What we used to call fashion photography now seems to belong more and more to a spectrum of different languages. Photographers make use of fashion aesthetics to focus not so much on creating a glamorous ideal of perfect bodies with the most beautiful and precious clothes, but instead on telling stories of social and political inclusivity, diversity, identity, everyday life and an ever-changing panorama of lifestyles. This can be seen through the casting of the models, the commissioned photographers, and the geographical locations chosen for photoshoots. They challenge and question the notions and the standards of what beauty, glamour, style and ideal is. They often refuse to be labelled as fashion photographers altogether, instead creating hybrid identities for themselves in which concepts of documentary, performative arts or the chronicle are presented within a fashion(able) context. All of this is achieved by blurring and blending in categories, with the connection to the arts being more and more central to the discourse.
THEMES
The works in the exhibition act as a measurement of our progress towards new ways of seeing and being. Artist Catherine Servels series of refreshingly average sized models makes a compelling case for using models who are more representative of the wider population, while Sneakers like Jay-Z, a project by artists Ambroise Tézenas and Frédéric Delangle, presents an intimate look at how identity can re-shape itself in response to a change in environment and circumstance using clothing as a signifier and catalyst. Alongside this, there is also an emphasis on young photographers representing the LGBTQ+, black and POC communities. One example being Mohamad Abdouni who explores and documents his community and queer culture in the Middle East. Justin Dingwells body of work A Seat at the Table refers to the phrase of widening conversation and debate and working to ensure that a broader spectrum of voices are heard and have the opportunity to sit at the negotiating table, where decisions are made, rather than it continuing to be a position for the privileged and the few. The table being the fashion industry determining the rules of beauty.
FASHION MAGAZINE INTERVENTION
The exhibition is inspired by Foam Magazine issue #53 Adorned The Fashionable Issue. For the magazine
Foam invited three of the most forward-thinking fashion magazines, Buffalo Zine, Beauty Papers (installation by Casper Sejersen and Gary Gill) and King Kong, to contribute with a curated intervention. Their vision on fashion photography will be showcased in the exhibition.
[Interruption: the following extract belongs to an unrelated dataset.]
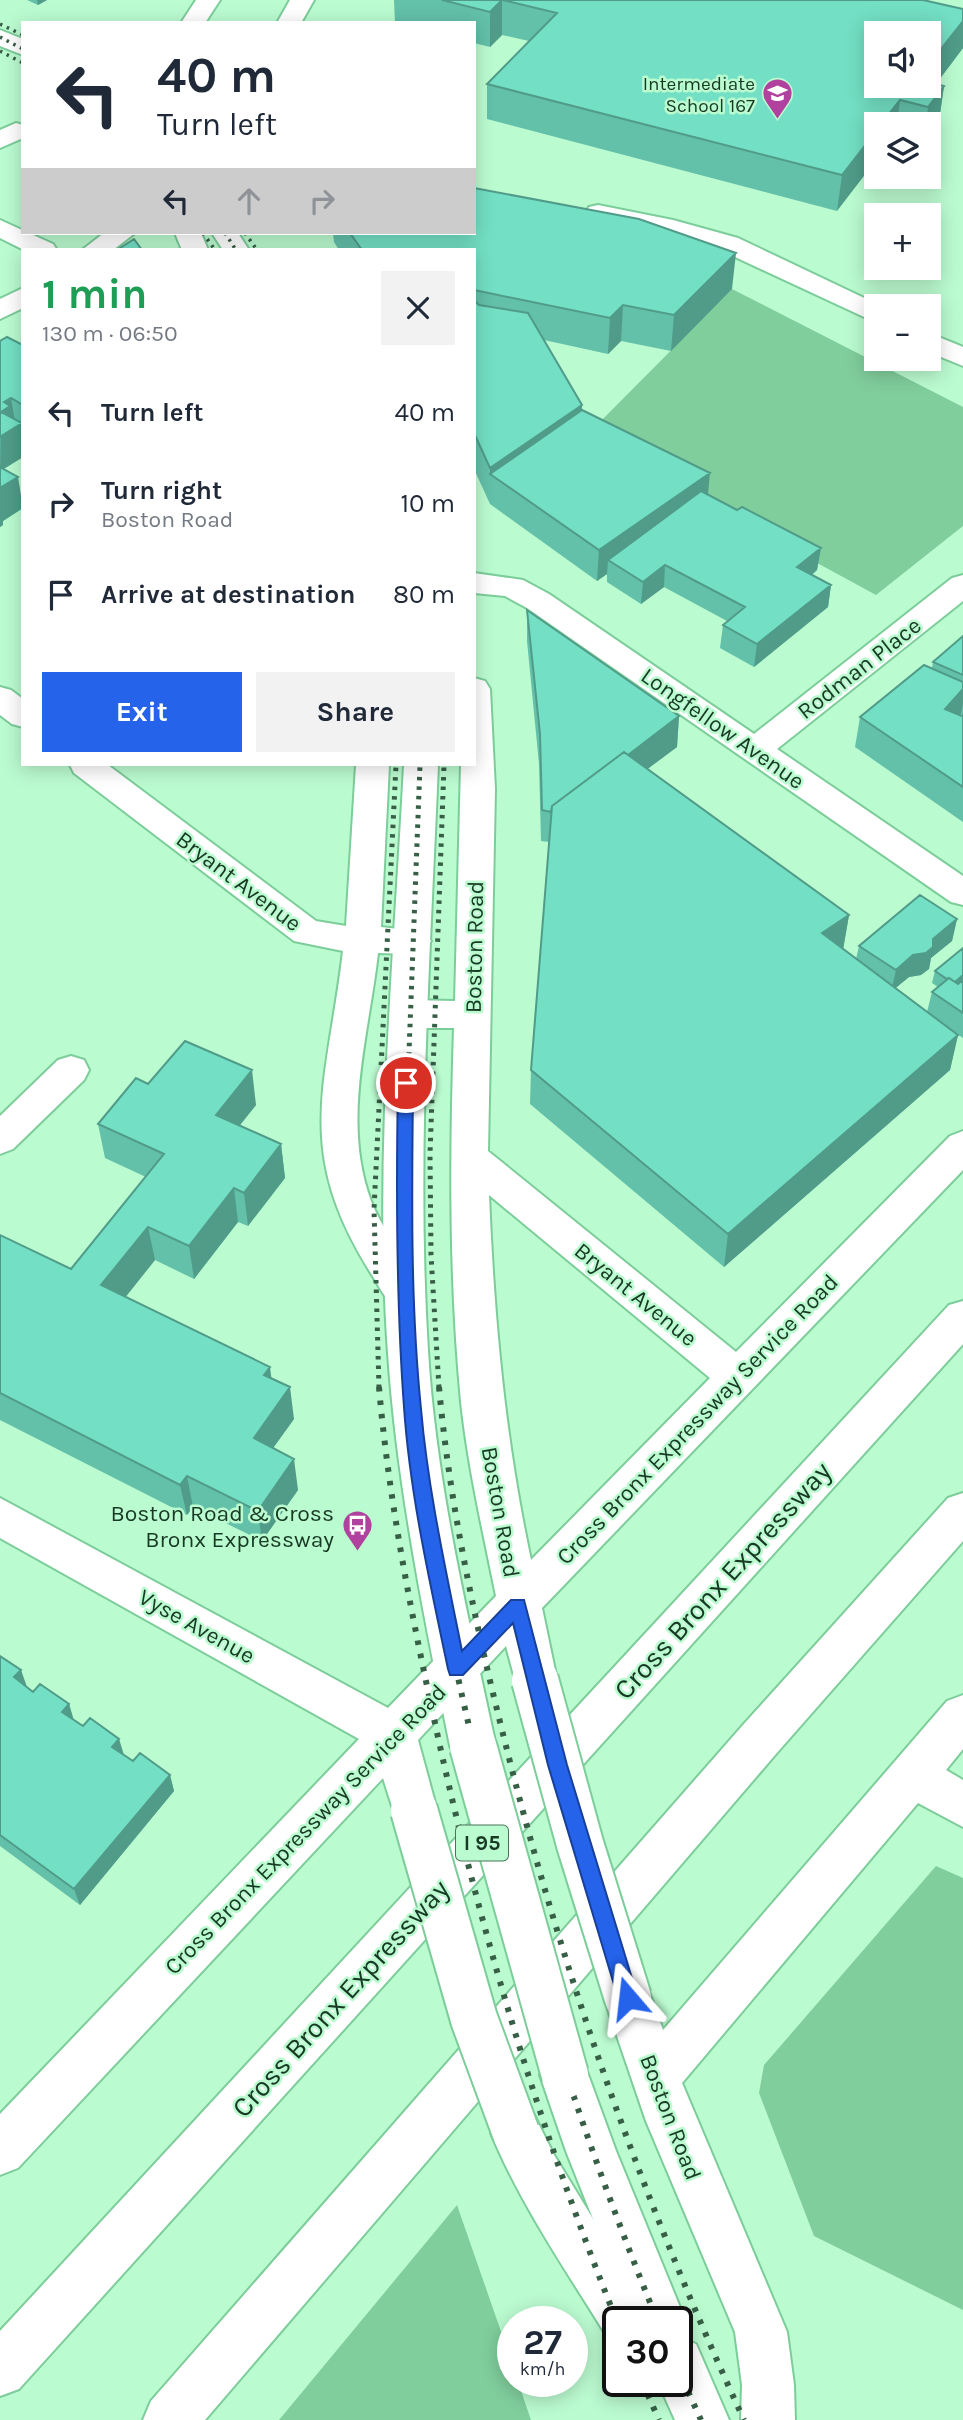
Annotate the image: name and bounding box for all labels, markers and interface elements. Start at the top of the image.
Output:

Participating artists: Mohamad Abdouni (Lebanon), Arielle Bobb-Willis (United States), Giovanni Corabi & Roberto Ortu (Italy), Justin Dingwall (South Africa), Julia Falkner & Lorena Hydeman (Austria & United Kingdom), Casper Kofi (Netherlands), Alexandra Leese (United Kingdom & Hong Kong), Tyler Mitchell (United States), Hadar Pitchon (United States), Mateus Porto (United States), The Sartists (South Africa), Catherine Servel (United States), Suzie and Leo (France), Ambroise Tézenas & Frédéric Delangle (France).